Liz Truss said a new legislation, which will be in effect by Feb. 10, would be the “toughest sanction regime against Russia we have ever had.”

She said it would give the UK “the power to sanction a broader range of individuals and businesses.”

Truss said in a statement to lawmakers that her country “can target anyone providing strategic support close to Vladimir Putin.”

“Whether you support Russia’s aggressive actions against Ukraine, or you’re of wider significance to the Kremlin, we will have the power to sanction you,” she said. “Nothing is off the table and there will be nowhere to hide.”

Truss said “this will amount to the toughest sanctions regime against Russia we have had in place yet, and mark the biggest change in our approach since leaving the European Union.”

She urged Russia to de-escalate and its “aggressive campaign of hybrid warfare and engage in meaningful talks,” adding that it would be “the only way forward.”

“That means honouring agreements which Russia signed up to freely, like the 1994 Budapest memorandum on Security Assurances, where it agreed to uphold Ukraine’s territorial integrity.”

Truss’s update on the new legislation came ahead of a planned phone call between Prime Minister Boris Johnson and Putin.

Johnson will travel to Ukraine on Tuesday to meet President Volodymyr Zelensky, according to a Downing Street announcement.

Johnson has said that Putin needs to “step back from the brink.”

He said that “any incursion into Ukraine beyond the territory that Russia has already taken in 2014 would be an absolute disaster for the world, and above all it would be a disaster for Russia.”

But Russia sees the UK’s threat to impose sanctions as “a blatant attack” on businesses.

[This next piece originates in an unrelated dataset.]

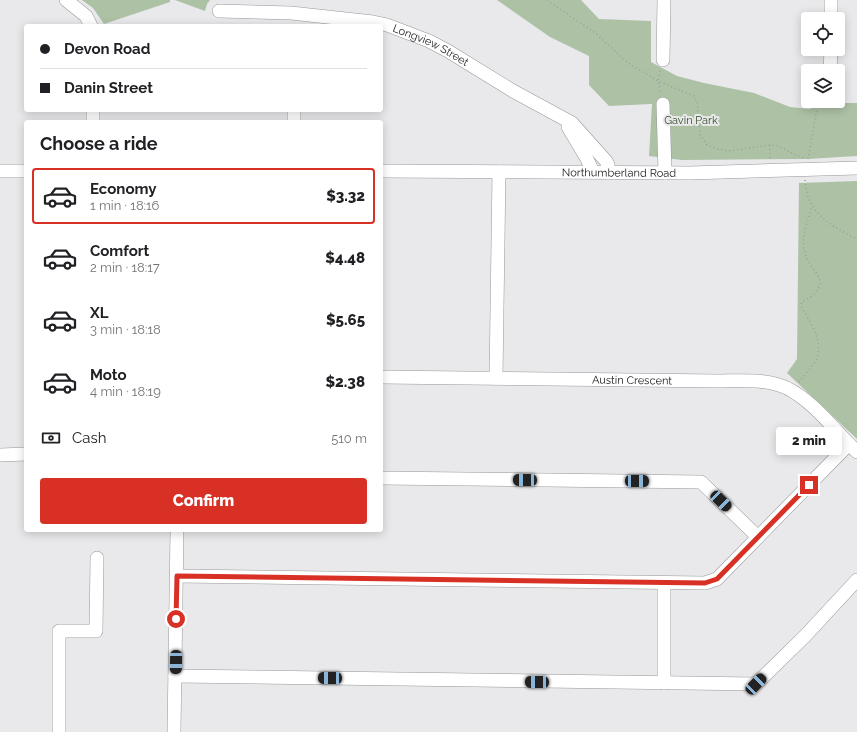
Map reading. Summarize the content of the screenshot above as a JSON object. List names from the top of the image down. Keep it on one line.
{"streets":{"street":["Longview Street","Northumberland Road","Austin Crescent"]},"crossings":[["Longview Street","Northumberland Road"]],"parks":["Gavin Park"],"page":{"banner":["Devon Road","Danin Street"],"heading":"Choose a ride","list":[{"name":"Economy","note":"1 min · 18:16","value":"$3.32"},{"name":"Comfort","note":"2 min · 18:17","value":"$4.48"},{"name":"XL","note":"3 min · 18:18","value":"$5.65"},{"name":"Moto","note":"4 min · 18:19","value":"$2.38"}],"pay":["Cash","510 m"],"bubble":"2 min","buttons":"Confirm"}}
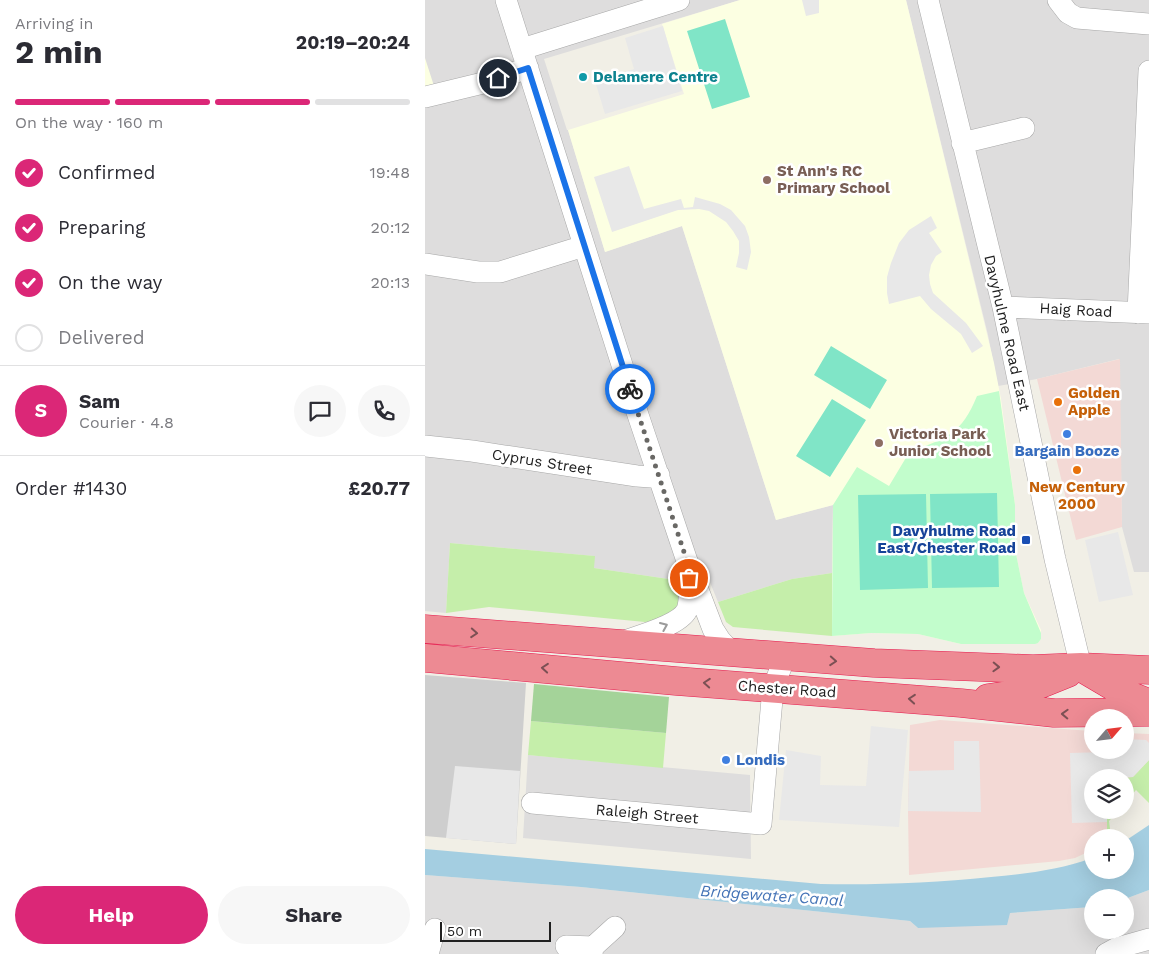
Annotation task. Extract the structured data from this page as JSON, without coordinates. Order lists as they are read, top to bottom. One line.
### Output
{"streets":{"highway":["Chester Road"],"street":["Haig Road","Davyhulme Road East","Cyprus Street","Raleigh Street"]},"crossings":[["Haig Road","Davyhulme Road East"],["Davyhulme Road East","Chester Road"],["Chester Road","Raleigh Street"]],"water":["Bridgewater Canal"],"places":{"other":["Delamere Centre","St Ann's RC Primary School","Golden Apple","Bargain Booze","Victoria Park Junior School","New Century 2000","Londis"],"transit":["Davyhulme Road East/Chester Road"]},"scale_bar":"50 m","north":"top right","page":{"heading":["2 min","Arriving in","20:19–20:24"],"panel":["Sam","Courier · 4.8","Order #1430","£20.77"],"bar":"On the way · 160 m","list":[["Confirmed","19:48"],["Preparing","20:12"],["On the way","20:13"],"Delivered"],"round":"S","map_buttons":["+","−"],"buttons":["Help","Share"],"scale":"50 m"}}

At a daily briefing in Moscow, Kremlin spokesman Dmitry Peskov pointed out that only restrictive measures formalized by the UN Security Council can be considered sanctions.

“The British foreign secretary talked about some sanctions. But here, I think, we should call everything by its proper name. Sanctions are something legitimate and something formalized by a decision of the UN Security Council,” he said.

“In this case, we are talking about a blatant attack on business.”

Such statements by UK officials undermine the country’s investment appeal, the spokesman added.